Wednesday, March 12, 2008

Probation For Forging Court Order

In the wake of yesterday's post on crack cocaine addiction as possible mitigation comes an order from the Pennsylvania Supreme Court. The court approved a recommendation of supervised probation in a case where the lawyer previously had been arrested and convicted of possession of heroin and cocaine. The Disciplinary Board imposed a private reprimand and two years probation as discipline for the conviction in 2006.

The misconduct here related to the attorney's handling of a civil action for a client. The client (who was aware of the lawyer's arrest) wanted the lawyer to press for answers to discovery from the other side that were overdue.

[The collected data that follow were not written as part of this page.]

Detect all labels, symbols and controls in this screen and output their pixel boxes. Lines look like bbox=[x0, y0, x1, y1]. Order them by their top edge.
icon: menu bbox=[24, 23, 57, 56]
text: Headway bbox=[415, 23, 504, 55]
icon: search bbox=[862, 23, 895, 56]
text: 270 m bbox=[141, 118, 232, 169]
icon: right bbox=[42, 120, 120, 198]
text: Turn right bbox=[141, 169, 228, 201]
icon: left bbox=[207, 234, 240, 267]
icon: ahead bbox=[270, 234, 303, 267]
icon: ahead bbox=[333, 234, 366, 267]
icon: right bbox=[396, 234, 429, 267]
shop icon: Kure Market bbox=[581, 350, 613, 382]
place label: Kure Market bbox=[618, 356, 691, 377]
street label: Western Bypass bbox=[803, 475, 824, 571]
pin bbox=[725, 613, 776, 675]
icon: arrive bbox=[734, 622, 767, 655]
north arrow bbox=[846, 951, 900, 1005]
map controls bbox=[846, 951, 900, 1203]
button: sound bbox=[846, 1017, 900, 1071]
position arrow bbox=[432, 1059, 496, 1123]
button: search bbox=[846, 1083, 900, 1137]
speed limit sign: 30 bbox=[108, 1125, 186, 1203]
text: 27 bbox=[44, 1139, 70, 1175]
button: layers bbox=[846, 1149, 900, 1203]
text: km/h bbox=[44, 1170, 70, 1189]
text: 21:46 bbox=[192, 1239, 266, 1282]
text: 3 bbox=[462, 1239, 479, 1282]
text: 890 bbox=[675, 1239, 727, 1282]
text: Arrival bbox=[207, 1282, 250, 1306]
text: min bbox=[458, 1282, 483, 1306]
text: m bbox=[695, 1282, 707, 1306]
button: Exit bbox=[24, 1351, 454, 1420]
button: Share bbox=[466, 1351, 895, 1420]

The lawyer did not so. The client sought confirmation. In response, the lawyer fabricated a court order that purported to grant the relief that the client desired. Thereafter, the lawyer was discharged.

The Board concluded based on expert testimony that the attorney "had an attention deficit hyperactivity disorder with hyperactive impulsivity, inattentiveness and executive dysfunction, leading to substance abuse" and that he is now " 'clean' and compliant with [treatment] recommendations." At the time of the misconduct, the attorney "was going through a difficult period in his life." Not only that, the client was "demanding and manipulative." The Board found that his "psychiatric condition at the time he was representing [the client] combined with what Respondent perceived as [the client's] demands led him to forge a judge's signature in order to placate [the client]...respondent has met his burden of proof pursuant to Office of Disciplinary Counsel v. Braun, 553 A.2d 894 (Pa. 1989) and is entitled to mitigation." The probation "will serve the underlying purpose of the disciplinary system yet not destroy Respondent's young career." The Board recommended, and the court imposed, a three year probation.

Forgery caused by ADHD and inattentiveness? I can see the link between such conditions and neglect of client matters. I'm not sure about the casual connection when the misconduct involves the calculated creation of false documents with intent to deceive a client. (Mike Frisch)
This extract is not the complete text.